Task instructions
A stretch of the entries below is to be set down exactly, running from the line with "font-size:13px; text-anchor:middle; font-weight:bold;" through the line with "M474 2473 475", both included, and no other line.
______
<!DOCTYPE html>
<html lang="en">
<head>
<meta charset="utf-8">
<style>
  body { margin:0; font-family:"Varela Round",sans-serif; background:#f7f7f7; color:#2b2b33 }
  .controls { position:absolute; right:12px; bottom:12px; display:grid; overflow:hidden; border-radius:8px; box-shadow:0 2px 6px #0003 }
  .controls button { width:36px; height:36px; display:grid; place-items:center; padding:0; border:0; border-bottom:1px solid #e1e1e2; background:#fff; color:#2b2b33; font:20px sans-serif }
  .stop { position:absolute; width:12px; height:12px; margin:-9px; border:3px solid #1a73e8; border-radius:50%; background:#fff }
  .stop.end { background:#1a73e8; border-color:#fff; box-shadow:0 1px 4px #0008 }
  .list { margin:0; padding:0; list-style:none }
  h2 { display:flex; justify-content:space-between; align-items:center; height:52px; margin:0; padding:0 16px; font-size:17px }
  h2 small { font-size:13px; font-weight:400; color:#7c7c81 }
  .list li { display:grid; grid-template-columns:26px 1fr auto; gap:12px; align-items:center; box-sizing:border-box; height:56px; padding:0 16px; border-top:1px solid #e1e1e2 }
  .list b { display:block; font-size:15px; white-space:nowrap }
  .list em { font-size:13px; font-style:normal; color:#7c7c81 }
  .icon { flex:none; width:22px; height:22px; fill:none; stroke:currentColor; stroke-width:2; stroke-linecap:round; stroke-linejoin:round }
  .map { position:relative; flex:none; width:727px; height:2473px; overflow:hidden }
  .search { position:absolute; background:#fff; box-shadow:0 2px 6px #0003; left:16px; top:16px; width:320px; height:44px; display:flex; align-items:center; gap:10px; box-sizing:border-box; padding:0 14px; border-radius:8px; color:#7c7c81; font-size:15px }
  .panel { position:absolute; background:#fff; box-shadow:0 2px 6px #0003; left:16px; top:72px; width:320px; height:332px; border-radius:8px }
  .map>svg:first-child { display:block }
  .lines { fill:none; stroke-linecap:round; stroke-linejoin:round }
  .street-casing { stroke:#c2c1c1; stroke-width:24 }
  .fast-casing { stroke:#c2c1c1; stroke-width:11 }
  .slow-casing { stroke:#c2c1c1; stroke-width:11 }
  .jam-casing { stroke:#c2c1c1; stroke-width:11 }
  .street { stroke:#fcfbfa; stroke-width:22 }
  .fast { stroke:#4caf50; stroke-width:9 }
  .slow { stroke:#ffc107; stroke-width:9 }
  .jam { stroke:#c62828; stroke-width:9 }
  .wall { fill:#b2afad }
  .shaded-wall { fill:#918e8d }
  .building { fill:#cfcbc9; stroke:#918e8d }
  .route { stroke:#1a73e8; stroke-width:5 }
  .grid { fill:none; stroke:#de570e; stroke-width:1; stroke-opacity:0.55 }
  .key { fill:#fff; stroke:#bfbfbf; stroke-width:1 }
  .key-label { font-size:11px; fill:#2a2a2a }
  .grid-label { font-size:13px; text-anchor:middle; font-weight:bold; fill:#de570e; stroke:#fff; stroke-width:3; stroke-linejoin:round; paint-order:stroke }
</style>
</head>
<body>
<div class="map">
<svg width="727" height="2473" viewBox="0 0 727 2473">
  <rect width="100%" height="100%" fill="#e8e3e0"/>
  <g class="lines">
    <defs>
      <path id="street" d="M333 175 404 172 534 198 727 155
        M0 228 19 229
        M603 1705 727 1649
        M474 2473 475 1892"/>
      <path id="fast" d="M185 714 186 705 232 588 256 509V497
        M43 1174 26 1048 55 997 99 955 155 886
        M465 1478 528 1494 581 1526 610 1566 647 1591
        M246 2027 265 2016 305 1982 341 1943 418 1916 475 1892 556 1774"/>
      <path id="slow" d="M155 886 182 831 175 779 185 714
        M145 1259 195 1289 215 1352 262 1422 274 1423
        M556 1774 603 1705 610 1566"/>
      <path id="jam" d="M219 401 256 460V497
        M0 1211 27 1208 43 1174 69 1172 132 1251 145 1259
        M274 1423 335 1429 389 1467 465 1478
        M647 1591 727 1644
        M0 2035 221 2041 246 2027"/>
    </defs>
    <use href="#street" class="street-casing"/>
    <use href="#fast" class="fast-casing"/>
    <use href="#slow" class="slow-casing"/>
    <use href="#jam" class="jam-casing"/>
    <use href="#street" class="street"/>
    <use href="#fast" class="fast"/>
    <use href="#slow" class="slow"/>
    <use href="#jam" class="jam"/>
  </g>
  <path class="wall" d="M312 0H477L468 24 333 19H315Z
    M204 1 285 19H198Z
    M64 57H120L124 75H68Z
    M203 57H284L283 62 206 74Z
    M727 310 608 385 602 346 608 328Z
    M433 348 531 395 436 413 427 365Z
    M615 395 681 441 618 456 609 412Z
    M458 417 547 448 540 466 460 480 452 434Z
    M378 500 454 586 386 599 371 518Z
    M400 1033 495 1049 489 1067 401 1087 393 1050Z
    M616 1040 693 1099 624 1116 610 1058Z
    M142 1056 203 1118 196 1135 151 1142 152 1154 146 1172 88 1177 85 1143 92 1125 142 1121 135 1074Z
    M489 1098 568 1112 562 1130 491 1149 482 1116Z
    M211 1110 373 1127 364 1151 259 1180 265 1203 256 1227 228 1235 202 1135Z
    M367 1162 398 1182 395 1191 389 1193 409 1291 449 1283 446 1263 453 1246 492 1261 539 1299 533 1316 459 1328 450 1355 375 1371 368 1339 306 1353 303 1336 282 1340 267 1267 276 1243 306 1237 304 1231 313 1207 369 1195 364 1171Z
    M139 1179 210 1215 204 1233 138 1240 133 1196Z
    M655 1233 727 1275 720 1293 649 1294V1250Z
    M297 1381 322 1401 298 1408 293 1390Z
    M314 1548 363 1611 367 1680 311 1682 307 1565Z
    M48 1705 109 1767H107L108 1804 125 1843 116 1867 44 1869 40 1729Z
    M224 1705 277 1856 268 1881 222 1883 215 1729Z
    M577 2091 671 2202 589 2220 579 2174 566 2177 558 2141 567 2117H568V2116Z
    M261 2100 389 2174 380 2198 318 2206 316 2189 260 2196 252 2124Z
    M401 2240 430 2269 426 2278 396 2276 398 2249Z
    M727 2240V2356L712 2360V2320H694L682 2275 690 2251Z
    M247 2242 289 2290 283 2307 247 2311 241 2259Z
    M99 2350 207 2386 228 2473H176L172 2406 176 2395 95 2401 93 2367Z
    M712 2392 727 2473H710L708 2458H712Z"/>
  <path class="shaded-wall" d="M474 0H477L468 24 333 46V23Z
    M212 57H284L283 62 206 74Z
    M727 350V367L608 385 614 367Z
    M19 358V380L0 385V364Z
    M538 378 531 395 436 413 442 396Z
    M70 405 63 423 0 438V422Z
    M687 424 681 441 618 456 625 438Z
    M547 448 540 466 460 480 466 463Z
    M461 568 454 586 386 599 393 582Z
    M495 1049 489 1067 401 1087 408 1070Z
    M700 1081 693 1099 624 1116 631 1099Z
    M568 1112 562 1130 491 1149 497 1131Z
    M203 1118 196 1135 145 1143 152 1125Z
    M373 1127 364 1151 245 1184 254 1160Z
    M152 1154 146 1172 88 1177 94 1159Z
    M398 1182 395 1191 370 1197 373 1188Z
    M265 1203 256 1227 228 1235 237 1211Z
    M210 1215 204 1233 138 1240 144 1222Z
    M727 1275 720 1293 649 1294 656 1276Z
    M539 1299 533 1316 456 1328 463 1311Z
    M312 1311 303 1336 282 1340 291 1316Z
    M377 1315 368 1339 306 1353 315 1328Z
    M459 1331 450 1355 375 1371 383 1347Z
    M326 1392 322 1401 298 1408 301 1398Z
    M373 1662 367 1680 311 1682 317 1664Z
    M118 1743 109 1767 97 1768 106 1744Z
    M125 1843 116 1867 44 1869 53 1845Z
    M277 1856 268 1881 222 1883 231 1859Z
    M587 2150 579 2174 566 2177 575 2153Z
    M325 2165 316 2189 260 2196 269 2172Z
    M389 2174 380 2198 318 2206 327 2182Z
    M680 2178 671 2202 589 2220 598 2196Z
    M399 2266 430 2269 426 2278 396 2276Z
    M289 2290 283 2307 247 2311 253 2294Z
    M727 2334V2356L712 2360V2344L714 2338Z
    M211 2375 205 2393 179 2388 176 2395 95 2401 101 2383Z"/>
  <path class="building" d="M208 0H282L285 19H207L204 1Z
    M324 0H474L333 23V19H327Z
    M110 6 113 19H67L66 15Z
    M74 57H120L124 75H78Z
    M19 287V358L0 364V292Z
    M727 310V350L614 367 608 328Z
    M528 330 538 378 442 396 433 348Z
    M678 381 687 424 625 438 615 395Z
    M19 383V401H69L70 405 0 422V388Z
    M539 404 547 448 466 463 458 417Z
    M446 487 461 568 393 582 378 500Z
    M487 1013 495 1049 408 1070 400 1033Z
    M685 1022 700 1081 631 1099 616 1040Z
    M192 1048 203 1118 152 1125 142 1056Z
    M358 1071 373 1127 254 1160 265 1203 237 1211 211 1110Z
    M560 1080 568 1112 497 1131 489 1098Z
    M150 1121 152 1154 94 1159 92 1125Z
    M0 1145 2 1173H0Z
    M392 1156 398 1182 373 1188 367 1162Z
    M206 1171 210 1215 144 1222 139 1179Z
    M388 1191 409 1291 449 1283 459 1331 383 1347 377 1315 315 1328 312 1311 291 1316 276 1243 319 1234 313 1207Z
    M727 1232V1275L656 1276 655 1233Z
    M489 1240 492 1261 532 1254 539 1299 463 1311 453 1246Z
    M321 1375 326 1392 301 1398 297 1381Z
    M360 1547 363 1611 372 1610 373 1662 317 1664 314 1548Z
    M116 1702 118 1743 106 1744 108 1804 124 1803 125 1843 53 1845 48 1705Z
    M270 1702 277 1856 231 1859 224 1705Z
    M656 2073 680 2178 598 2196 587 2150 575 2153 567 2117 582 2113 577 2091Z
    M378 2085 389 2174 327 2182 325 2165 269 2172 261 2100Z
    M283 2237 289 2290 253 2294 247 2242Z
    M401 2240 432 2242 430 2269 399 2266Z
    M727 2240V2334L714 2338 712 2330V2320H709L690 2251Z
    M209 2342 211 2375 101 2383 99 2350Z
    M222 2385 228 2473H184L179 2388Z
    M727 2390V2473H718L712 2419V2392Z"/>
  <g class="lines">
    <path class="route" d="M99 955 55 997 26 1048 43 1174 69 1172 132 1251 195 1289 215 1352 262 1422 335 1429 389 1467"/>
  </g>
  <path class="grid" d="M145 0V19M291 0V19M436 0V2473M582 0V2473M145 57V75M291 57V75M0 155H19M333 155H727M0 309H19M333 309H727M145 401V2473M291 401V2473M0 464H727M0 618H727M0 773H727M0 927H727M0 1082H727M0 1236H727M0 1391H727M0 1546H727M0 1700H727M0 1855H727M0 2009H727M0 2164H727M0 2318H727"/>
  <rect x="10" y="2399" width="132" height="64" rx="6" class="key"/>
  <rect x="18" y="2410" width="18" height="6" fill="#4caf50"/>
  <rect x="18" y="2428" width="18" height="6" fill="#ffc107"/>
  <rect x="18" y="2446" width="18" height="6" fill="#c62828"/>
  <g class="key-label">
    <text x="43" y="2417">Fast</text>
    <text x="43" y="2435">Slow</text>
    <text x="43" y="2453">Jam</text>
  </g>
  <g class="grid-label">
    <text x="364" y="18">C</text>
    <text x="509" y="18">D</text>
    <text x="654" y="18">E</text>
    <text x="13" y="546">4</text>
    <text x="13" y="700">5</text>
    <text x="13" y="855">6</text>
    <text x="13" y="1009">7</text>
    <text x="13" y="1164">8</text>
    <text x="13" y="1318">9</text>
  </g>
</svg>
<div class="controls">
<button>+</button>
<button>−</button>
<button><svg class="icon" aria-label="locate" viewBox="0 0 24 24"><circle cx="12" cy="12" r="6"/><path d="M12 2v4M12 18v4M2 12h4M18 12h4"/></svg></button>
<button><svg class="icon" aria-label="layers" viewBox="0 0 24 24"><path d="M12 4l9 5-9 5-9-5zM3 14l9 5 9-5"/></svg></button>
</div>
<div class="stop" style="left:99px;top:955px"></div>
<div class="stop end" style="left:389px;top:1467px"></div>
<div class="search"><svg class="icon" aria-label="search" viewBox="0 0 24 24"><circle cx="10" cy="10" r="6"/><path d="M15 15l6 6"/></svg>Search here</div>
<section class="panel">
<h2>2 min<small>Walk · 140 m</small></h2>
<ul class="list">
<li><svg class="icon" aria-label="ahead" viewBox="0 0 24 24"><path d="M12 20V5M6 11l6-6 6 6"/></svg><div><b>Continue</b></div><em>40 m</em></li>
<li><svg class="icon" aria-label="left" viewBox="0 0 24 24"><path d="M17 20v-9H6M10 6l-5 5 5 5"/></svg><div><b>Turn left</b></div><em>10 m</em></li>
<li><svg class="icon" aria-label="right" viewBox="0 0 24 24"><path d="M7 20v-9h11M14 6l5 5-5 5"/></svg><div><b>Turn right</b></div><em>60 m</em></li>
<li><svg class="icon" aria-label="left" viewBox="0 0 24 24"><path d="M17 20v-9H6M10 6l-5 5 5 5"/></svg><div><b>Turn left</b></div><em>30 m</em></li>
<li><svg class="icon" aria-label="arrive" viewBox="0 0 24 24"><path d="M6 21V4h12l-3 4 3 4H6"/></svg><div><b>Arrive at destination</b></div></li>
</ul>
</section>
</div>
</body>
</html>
______
Response box
  .grid-label { font-size:13px; text-anchor:middle; font-weight:bold; fill:#de570e; stroke:#fff; stroke-width:3; stroke-linejoin:round; paint-order:stroke }
</style>
</head>
<body>
<div class="map">
<svg width="727" height="2473" viewBox="0 0 727 2473">
  <rect width="100%" height="100%" fill="#e8e3e0"/>
  <g class="lines">
    <defs>
      <path id="street" d="M333 175 404 172 534 198 727 155
        M0 228 19 229
        M603 1705 727 1649
        M474 2473 475 1892"/>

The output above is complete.